In [None]:
import pandas as pd
import pymc3 as pm
import matplotlib.pyplot as plt
import numpy as np

%load_ext autoreload
%autoreload 2
%matplotlib inline
%config InlineBackend.figure_format = 'retina'

This notebook shows how to do hierarchical modelling with Binomially-distributed random variables.

# Problem Setup

Baseball players have many metrics measured for them. Let's say we are on a baseball team, and would like to quantify player performance, one metric being their batting average (defined by how many times a batter hit a pitched ball, divided by the number of times they were up for batting ("at bat")). How would you go about this task?

We first need some measurements of batting data. To answer this question, we need to have data on the number of time a player has batted and the number of times the player has hit the ball while batting.

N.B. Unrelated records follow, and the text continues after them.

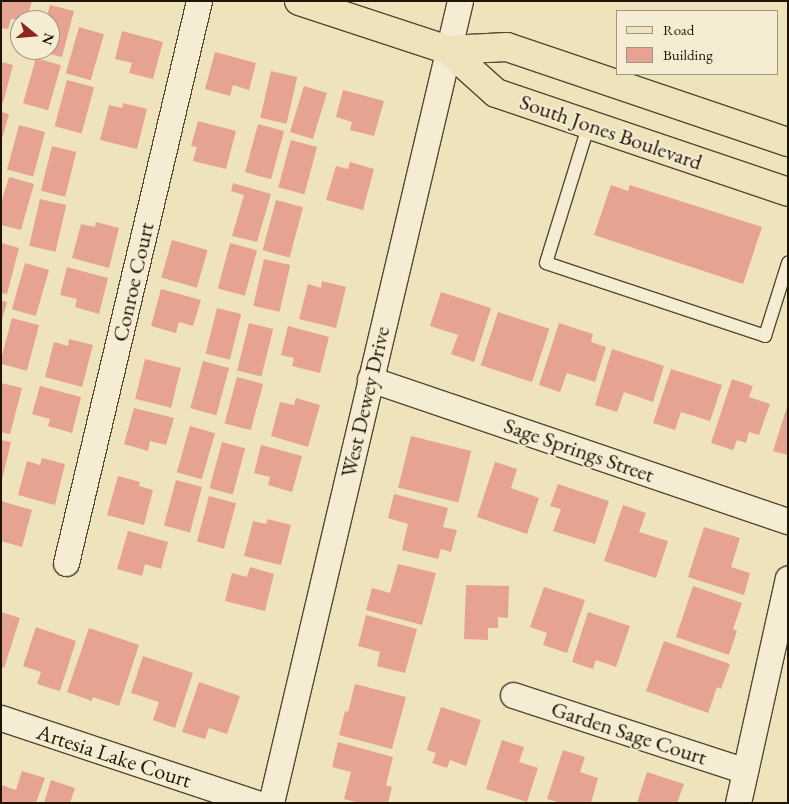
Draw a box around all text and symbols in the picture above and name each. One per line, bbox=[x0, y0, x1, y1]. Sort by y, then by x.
north arrow bbox=[10, 10, 60, 60]
legend bbox=[616, 10, 779, 75]
text: Road bbox=[663, 20, 694, 39]
text: N bbox=[38, 31, 59, 47]
text: Building bbox=[663, 45, 713, 64]
street label: South Jones Boulevard bbox=[516, 88, 706, 176]
street label: Conroe Court bbox=[106, 220, 160, 344]
street label: West Dewey Drive bbox=[335, 324, 395, 480]
street label: Sage Springs Street bbox=[500, 412, 658, 488]
street label: Garden Sage Court bbox=[548, 695, 710, 771]
street label: Artesia Lake Court bbox=[33, 719, 195, 793]

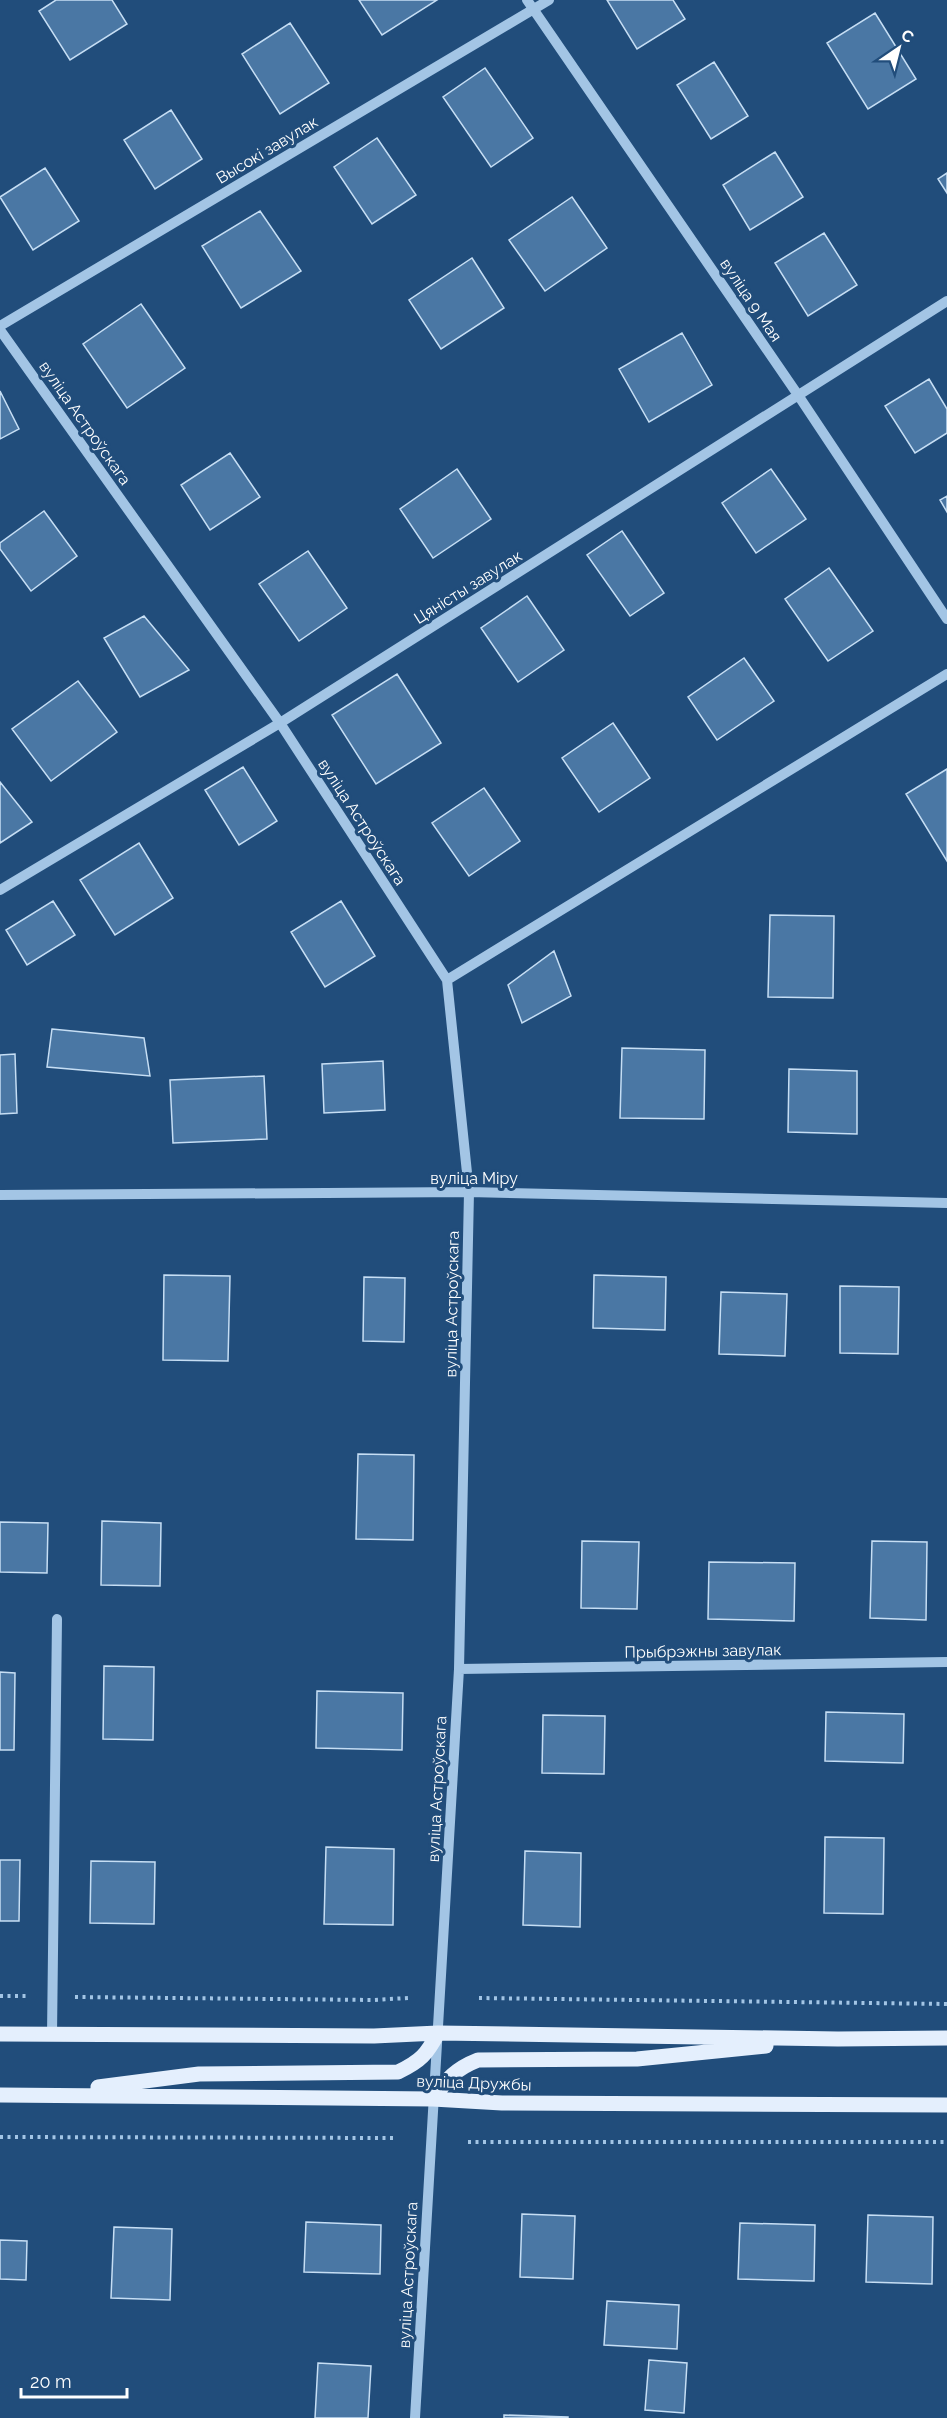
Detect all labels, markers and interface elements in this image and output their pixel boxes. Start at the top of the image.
north arrow [869,18,929,78]
text: С [897,25,917,47]
street label: Высокі завулак [213,112,321,188]
street label: вуліца 9 Мая [716,255,786,345]
street label: вуліца Астроўскага [35,357,135,489]
street label: Цяністы завулак [411,546,525,628]
street label: вуліца Астроўскага [314,755,410,889]
street label: вуліца Міру [430,1169,518,1188]
street label: вуліца Астроўскага [441,1230,463,1378]
street label: Прыбрэжны завулак [624,1640,782,1662]
street label: вуліца Астроўскага [424,1715,450,1863]
street label: вуліца Дружбы [416,2071,532,2095]
street label: вуліца Астроўскага [395,2201,421,2349]
scale bar [21,2361,128,2399]
text: 20 m [30,2371,72,2392]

Let's see an example dataset below.

In [None]:
df = pd.read_csv('../datasets/baseballdb/core/Batting.csv')
df['AB'] = df['AB'].replace(0, np.nan)
df = df.dropna()
df['batting_avg'] = df['H'] / df['AB']
df = df[df['yearID'] >= 2016]
df = df.iloc[0:15]  # select out only the first 15 players, just for illustration purposes.
df.head(5)

In this dataset, the columns `AB` and `H` are the most relevent.

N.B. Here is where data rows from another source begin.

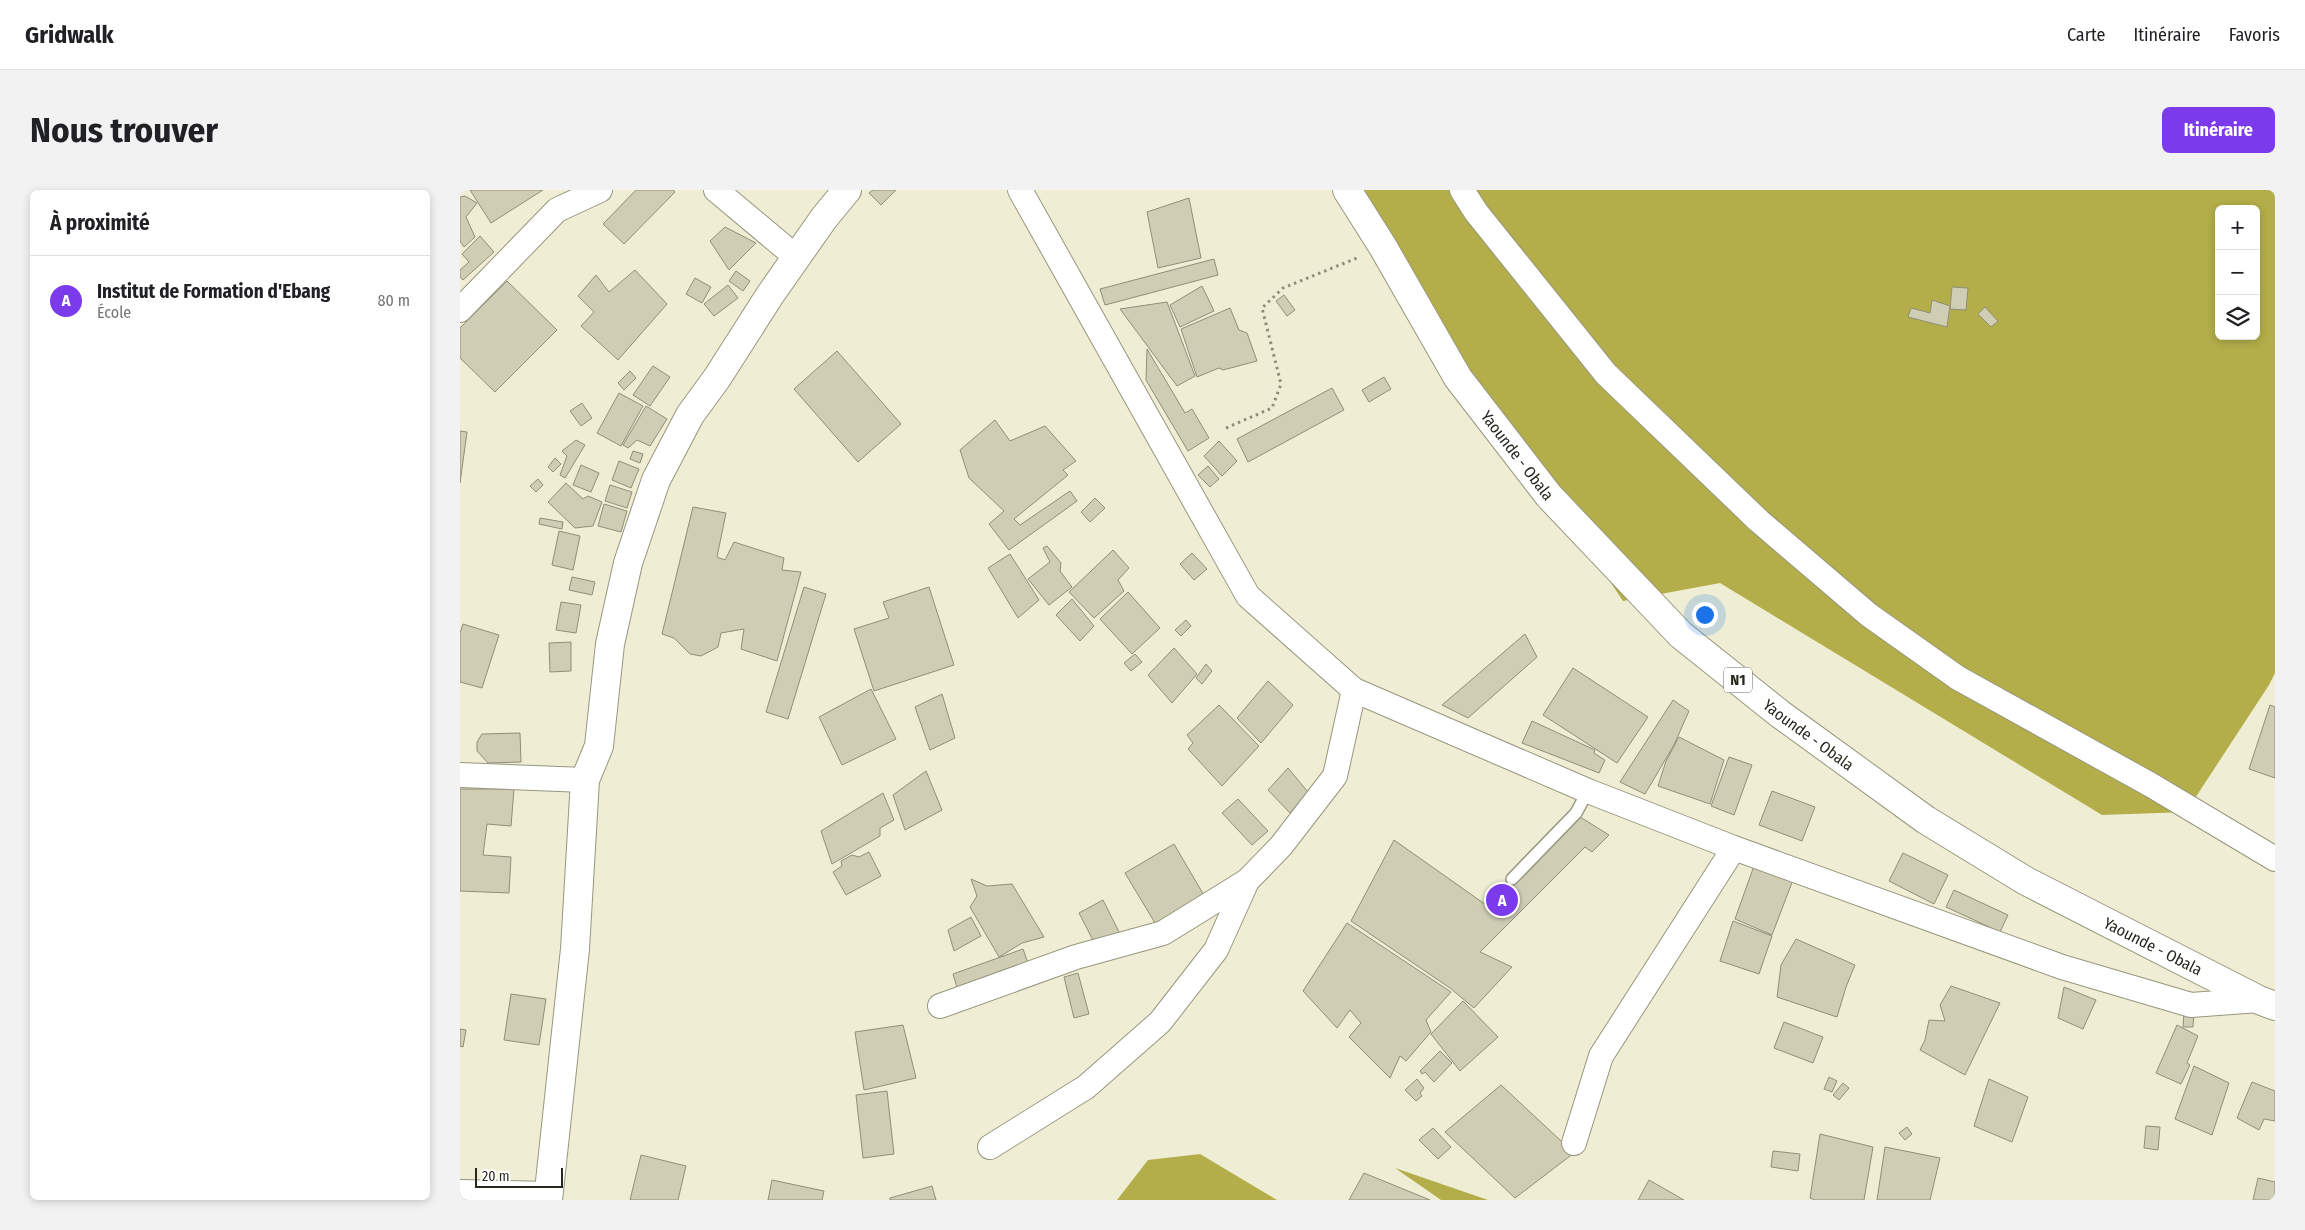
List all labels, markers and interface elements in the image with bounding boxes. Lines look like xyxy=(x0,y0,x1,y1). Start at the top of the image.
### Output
text: Gridwalk xyxy=(25,21,114,49)
text: Carte xyxy=(2067,24,2105,46)
text: Itinéraire xyxy=(2133,24,2201,46)
text: Favoris xyxy=(2229,24,2280,46)
button: Itinéraire xyxy=(2162,107,2275,153)
text: Nous trouver xyxy=(30,109,218,151)
map controls xyxy=(2215,205,2260,340)
button: + xyxy=(2215,205,2260,250)
text: À proximité xyxy=(50,210,150,236)
button: − xyxy=(2215,250,2260,295)
text: Institut de Formation d'Ebang xyxy=(97,280,330,303)
text: A xyxy=(62,291,70,310)
text: 80 m xyxy=(378,291,410,310)
button: layers xyxy=(2215,295,2260,340)
text: École xyxy=(97,303,131,322)
street label: Yaounde - Obala xyxy=(1477,407,1558,504)
your location xyxy=(1692,602,1718,628)
road number: N1 xyxy=(1724,668,1752,692)
street label: Yaounde - Obala xyxy=(1759,695,1858,774)
pin: A xyxy=(1486,881,1518,919)
street label: Yaounde - Obala xyxy=(2101,913,2206,979)
scale bar xyxy=(475,1165,562,1188)
text: 20 m xyxy=(482,1168,510,1185)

- `AB` is the number of times a player was **A**t **B**at.
- `H` is the number of times a player **h**it the ball while batting.

The performance of a player can be defined by their batting percentage - essentially the number of hits divided by the number of times at bat. (Technically, a percentage should run from 0-100, but American sportspeople are apparently not very strict with how they approach these definitions.)

# Model 1: Naive Model

One model that we can write is a model that assumes that each player has a batting percentage that is independent of the other players in the dataset. 

A pictorial view of the model is as such:

![](../images/baseball-model.jpg)

Let's implement this model in PyMC3.

In [None]:
with pm.Model() as baseline_model:
    thetas = pm.Beta("thetas", alpha=0.5, beta=0.5, shape=(len(df)))
    like = pm.Binomial('likelihood', n=df['AB'], p=thetas, observed=df['H'])

In [None]:
with baseline_model:
    baseline_trace = pm.sample(2000, njobs=1)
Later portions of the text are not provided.